Information shown below:
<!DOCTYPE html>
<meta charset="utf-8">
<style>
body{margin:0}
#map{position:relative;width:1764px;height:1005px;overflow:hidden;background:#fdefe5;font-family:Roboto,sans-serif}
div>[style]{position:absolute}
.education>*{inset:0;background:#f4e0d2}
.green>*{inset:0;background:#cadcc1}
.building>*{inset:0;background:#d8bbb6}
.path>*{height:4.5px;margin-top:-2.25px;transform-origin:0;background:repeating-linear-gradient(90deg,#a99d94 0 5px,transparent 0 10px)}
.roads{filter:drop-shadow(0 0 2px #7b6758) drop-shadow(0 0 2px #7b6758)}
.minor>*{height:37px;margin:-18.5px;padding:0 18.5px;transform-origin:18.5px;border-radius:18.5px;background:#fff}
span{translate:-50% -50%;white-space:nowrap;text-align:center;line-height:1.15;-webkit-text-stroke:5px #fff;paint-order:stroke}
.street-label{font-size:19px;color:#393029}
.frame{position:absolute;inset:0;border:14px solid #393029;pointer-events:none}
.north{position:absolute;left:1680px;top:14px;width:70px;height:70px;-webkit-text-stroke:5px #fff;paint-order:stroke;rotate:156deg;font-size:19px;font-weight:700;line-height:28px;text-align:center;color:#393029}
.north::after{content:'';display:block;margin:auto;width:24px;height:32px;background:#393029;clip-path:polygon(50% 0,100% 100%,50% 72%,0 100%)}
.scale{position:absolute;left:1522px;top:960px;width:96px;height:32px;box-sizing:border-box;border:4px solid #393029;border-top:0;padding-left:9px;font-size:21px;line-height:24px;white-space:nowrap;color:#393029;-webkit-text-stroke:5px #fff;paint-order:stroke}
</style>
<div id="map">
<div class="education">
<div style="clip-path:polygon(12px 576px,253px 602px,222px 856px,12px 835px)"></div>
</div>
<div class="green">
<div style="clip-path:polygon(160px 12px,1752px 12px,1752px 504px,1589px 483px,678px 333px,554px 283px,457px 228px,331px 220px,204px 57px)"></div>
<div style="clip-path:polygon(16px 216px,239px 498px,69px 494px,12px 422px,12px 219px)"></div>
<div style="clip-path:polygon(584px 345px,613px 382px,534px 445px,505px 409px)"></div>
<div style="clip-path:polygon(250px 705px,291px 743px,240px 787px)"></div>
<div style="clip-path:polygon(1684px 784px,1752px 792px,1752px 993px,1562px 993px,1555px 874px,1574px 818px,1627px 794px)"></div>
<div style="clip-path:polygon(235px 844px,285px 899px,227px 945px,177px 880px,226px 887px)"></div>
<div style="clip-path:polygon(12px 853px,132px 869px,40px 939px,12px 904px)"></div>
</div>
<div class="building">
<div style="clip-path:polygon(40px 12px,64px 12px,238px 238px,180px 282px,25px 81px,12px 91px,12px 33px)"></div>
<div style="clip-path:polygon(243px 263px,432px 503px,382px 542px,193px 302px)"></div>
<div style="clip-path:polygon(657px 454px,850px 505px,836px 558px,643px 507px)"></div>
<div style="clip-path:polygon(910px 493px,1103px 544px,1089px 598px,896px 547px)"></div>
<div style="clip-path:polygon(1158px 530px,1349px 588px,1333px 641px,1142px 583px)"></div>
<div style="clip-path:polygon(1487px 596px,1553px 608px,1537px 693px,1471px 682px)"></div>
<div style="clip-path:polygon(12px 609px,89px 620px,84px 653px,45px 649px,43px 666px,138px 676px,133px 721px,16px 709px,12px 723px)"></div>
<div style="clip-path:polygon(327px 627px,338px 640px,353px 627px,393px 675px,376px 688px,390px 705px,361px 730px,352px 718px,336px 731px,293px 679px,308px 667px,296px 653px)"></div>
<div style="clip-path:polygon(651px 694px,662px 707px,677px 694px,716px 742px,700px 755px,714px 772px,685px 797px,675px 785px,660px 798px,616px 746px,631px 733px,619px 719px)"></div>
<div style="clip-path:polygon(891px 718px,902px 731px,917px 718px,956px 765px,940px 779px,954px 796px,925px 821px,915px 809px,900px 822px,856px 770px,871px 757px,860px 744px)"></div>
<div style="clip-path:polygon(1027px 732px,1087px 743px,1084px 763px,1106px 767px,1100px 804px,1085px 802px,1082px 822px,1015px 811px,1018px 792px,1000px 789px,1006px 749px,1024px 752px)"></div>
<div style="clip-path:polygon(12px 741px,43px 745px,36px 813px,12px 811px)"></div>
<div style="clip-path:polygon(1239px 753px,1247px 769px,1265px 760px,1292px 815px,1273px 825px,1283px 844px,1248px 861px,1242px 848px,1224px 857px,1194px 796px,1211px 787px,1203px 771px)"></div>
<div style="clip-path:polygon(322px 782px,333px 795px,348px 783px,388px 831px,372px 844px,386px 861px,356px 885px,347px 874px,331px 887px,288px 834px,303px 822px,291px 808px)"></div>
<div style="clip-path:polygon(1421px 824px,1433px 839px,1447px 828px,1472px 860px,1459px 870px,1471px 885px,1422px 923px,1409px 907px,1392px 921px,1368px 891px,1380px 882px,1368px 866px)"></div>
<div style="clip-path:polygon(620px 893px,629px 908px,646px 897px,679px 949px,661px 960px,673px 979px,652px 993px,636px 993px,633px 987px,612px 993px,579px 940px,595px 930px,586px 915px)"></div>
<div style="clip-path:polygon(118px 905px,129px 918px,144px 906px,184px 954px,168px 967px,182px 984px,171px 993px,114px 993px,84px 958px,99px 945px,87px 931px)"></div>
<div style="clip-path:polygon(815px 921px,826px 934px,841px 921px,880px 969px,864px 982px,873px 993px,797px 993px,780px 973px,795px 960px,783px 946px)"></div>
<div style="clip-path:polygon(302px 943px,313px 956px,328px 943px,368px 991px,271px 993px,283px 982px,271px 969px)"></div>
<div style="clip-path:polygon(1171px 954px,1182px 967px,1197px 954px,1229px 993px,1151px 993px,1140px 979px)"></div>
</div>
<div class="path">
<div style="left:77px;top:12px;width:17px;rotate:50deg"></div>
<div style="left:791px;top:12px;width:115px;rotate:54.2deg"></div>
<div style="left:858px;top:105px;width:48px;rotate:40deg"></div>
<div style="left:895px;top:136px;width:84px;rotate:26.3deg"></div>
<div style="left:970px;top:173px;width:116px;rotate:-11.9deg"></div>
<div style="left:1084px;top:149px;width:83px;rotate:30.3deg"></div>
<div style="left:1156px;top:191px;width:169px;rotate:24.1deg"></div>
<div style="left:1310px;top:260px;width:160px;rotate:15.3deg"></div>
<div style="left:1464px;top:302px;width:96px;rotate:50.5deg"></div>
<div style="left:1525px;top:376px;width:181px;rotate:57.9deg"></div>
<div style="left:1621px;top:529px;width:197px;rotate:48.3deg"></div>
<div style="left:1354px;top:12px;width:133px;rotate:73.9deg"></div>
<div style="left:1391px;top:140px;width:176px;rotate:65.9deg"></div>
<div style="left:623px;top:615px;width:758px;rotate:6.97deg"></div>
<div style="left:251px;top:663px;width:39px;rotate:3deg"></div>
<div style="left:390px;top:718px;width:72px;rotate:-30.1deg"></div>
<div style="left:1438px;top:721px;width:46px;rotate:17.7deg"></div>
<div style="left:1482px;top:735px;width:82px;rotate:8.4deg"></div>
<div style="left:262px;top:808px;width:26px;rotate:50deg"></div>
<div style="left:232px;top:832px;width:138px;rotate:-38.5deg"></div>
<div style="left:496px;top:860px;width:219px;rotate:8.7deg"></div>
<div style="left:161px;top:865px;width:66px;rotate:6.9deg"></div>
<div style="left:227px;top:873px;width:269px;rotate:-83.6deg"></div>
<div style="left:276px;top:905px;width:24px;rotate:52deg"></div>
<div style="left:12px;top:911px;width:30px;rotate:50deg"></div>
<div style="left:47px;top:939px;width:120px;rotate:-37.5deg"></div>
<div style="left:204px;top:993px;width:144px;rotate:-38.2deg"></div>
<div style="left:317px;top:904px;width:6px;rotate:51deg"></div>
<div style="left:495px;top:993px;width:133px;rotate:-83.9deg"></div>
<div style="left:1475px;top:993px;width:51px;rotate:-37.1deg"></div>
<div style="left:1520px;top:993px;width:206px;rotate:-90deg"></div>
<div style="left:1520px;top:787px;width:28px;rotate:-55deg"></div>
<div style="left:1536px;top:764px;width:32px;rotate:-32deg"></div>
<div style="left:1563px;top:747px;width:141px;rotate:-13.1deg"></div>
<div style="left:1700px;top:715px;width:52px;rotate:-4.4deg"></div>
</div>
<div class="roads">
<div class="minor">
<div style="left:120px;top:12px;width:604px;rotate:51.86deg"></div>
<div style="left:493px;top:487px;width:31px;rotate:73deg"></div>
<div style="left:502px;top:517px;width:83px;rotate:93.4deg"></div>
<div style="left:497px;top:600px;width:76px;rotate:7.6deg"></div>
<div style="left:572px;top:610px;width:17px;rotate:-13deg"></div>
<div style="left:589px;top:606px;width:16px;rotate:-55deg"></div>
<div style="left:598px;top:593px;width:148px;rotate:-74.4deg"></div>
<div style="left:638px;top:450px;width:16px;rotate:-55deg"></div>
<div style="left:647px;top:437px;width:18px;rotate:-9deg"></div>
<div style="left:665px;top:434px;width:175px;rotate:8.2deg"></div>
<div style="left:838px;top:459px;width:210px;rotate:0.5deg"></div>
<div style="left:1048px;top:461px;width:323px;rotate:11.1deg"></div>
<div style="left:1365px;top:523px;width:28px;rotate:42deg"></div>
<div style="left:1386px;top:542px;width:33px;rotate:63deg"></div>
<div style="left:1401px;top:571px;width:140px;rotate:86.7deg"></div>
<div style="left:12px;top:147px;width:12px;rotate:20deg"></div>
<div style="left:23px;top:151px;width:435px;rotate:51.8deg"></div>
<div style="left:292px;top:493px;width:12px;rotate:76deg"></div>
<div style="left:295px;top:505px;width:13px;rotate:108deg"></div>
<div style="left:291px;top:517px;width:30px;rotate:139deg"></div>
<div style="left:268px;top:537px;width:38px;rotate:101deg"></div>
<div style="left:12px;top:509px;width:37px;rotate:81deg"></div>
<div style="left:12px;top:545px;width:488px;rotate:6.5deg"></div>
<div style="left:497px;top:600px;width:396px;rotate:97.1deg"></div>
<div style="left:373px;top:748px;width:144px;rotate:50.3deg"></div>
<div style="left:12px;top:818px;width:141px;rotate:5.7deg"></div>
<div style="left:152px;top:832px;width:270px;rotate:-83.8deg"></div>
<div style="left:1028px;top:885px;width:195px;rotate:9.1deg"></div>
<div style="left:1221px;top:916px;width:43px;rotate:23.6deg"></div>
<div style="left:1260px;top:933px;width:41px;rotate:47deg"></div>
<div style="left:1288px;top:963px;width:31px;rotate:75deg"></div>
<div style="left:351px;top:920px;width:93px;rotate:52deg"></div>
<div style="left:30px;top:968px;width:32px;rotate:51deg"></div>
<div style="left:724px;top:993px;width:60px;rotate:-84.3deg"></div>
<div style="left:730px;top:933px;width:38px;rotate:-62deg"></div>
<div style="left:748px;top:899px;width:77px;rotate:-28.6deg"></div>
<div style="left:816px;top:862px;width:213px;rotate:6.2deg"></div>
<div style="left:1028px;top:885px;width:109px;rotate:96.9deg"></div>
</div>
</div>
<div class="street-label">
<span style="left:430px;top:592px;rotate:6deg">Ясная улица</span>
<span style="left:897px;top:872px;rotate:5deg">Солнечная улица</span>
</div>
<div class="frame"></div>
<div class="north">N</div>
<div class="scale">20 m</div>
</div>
End of Information shown.
▸ Required action:
For this exercise, work out how many lines in the material include "north", and give only the number.

▸ Solution:
3